**THE TASK:**
Before answering, work out how many lines below contain the string "controls"; the reply is that number alone.

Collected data
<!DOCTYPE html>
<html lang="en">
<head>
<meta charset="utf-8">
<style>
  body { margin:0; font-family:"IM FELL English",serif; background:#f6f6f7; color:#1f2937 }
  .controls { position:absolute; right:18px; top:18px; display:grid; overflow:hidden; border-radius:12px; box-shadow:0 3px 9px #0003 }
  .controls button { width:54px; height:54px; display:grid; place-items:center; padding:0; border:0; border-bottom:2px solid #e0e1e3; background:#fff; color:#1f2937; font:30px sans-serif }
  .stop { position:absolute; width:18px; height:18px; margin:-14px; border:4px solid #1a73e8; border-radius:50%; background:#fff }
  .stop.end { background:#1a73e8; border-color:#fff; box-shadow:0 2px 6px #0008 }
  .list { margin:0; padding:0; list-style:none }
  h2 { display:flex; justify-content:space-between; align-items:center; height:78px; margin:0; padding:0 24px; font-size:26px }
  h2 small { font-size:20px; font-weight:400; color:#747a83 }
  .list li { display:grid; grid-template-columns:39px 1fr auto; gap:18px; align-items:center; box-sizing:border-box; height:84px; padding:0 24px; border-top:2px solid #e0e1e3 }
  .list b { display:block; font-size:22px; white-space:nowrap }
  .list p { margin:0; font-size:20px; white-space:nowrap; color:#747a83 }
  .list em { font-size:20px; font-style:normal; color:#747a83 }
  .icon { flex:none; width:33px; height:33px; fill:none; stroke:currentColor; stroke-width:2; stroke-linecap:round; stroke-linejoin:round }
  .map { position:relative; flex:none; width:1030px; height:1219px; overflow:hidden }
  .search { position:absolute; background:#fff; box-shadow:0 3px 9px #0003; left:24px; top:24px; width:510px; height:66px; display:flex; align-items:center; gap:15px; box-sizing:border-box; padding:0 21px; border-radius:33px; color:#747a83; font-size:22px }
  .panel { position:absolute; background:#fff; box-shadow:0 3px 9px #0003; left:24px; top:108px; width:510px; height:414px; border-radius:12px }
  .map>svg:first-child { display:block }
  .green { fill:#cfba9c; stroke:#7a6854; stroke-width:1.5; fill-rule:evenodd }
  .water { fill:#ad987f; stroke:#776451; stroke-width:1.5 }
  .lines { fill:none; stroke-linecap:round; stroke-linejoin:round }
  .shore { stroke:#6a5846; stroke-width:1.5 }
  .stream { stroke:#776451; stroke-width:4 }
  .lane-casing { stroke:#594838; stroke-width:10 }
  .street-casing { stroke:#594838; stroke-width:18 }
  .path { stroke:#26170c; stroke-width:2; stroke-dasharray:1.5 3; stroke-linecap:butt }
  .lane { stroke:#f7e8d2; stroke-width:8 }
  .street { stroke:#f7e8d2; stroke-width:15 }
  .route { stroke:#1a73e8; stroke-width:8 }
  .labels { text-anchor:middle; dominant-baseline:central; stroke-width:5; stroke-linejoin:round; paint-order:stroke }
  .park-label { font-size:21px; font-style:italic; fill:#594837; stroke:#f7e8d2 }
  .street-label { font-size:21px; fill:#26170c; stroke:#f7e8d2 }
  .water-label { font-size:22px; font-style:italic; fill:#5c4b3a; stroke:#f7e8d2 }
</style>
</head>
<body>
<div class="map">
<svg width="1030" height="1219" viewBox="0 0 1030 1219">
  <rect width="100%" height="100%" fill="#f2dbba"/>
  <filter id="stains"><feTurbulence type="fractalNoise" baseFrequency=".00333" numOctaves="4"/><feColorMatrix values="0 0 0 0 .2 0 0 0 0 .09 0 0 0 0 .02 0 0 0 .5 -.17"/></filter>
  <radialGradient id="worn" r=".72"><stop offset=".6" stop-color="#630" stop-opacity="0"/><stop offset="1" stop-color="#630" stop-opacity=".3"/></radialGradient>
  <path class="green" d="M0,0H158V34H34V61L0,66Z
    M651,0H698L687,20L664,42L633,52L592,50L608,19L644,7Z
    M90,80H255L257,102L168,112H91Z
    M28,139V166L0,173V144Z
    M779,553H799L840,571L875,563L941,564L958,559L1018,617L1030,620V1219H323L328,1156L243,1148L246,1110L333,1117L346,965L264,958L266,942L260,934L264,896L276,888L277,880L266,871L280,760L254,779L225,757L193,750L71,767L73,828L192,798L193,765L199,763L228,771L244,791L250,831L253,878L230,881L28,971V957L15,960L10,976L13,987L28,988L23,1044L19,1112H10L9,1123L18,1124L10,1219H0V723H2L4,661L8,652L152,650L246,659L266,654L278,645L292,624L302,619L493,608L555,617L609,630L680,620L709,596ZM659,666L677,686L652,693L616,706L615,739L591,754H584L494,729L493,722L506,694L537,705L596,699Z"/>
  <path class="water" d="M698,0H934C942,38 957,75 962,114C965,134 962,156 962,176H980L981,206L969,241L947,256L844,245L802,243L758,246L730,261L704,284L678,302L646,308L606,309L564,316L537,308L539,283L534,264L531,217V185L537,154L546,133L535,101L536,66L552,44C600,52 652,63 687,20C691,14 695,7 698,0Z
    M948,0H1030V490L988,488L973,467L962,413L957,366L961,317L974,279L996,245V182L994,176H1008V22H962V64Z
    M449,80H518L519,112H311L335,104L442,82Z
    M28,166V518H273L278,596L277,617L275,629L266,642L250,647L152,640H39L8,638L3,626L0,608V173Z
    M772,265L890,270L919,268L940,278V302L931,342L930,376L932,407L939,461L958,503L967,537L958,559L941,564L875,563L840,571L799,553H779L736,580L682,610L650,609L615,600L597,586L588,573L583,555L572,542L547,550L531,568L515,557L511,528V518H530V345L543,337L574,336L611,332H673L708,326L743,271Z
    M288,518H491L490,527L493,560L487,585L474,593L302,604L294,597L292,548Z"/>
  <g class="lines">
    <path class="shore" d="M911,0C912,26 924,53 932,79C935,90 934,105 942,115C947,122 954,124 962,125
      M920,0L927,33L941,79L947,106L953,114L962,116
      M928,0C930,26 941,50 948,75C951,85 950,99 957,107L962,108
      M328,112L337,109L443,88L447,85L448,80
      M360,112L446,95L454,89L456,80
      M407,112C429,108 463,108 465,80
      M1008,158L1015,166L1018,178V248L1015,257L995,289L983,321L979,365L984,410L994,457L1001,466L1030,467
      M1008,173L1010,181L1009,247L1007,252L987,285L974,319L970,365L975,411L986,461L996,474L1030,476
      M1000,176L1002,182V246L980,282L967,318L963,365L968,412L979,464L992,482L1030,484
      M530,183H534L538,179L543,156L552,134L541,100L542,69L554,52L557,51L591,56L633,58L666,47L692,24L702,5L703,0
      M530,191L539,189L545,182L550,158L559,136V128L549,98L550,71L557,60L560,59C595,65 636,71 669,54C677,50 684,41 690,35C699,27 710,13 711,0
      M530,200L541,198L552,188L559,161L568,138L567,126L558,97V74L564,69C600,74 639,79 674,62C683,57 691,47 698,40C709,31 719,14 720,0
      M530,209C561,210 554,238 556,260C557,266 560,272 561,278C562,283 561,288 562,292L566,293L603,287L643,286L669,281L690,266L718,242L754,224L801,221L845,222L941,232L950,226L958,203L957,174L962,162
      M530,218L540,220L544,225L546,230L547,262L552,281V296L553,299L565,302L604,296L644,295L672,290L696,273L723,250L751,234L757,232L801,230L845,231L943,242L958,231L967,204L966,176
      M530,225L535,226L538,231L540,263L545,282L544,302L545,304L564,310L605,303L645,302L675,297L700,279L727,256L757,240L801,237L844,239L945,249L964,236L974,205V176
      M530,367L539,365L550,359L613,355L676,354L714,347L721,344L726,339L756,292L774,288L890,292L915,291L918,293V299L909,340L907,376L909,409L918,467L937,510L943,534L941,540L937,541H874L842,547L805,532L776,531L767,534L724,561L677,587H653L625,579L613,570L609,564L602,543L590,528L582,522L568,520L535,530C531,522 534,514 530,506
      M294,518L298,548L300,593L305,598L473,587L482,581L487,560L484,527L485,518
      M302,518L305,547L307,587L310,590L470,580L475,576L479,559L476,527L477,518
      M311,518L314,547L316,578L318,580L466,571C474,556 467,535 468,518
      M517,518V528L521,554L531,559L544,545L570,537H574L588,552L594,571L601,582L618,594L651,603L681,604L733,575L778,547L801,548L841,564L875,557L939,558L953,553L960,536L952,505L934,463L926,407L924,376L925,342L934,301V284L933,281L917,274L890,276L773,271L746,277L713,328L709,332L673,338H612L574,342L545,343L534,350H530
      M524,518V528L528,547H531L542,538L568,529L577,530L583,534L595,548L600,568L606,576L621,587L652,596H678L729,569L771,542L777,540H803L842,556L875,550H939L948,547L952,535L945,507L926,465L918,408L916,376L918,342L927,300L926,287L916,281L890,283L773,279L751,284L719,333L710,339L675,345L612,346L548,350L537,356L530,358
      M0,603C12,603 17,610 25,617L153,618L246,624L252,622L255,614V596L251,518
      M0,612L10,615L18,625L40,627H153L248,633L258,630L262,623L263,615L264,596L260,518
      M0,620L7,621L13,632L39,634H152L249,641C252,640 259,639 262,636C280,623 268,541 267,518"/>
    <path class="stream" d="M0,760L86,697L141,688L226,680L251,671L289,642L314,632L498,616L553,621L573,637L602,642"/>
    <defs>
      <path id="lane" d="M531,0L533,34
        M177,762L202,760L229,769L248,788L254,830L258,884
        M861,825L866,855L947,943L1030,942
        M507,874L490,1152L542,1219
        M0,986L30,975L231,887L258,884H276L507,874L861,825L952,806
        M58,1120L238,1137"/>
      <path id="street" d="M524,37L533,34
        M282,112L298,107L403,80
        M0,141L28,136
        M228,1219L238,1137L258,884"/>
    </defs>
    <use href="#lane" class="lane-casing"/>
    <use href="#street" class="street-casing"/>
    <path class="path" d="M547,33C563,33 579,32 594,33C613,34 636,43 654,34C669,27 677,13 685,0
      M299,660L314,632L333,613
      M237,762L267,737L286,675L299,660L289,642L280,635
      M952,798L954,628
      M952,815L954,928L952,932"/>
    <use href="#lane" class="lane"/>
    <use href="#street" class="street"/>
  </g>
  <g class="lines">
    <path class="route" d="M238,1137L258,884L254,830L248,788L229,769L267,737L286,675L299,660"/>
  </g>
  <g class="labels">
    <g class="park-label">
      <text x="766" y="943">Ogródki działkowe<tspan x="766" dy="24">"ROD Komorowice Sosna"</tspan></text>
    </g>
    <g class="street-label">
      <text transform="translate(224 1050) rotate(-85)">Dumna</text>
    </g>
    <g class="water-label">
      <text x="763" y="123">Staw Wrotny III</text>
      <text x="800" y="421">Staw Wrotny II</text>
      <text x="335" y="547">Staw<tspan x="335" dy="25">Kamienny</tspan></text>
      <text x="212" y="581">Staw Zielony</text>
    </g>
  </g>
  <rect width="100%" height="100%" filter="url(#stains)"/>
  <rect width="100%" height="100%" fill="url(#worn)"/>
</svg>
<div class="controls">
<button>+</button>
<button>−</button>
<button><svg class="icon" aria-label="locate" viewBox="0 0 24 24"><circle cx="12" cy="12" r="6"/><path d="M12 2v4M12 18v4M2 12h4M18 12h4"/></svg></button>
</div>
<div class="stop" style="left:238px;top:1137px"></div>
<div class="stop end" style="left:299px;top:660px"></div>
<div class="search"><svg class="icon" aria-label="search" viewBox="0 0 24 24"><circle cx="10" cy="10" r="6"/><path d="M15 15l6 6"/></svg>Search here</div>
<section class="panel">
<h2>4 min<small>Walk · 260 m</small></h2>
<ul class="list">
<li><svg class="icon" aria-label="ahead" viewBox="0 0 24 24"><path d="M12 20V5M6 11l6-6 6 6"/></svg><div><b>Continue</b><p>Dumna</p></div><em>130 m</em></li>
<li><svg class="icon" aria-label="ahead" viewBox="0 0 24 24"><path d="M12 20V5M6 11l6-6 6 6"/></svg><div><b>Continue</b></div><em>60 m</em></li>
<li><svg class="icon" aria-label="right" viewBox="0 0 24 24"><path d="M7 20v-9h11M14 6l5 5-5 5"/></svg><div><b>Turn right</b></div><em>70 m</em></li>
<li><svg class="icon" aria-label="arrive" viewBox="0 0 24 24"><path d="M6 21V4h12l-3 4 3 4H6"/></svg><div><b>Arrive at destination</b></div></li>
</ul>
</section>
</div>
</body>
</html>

**YOUR SOLUTION:**
3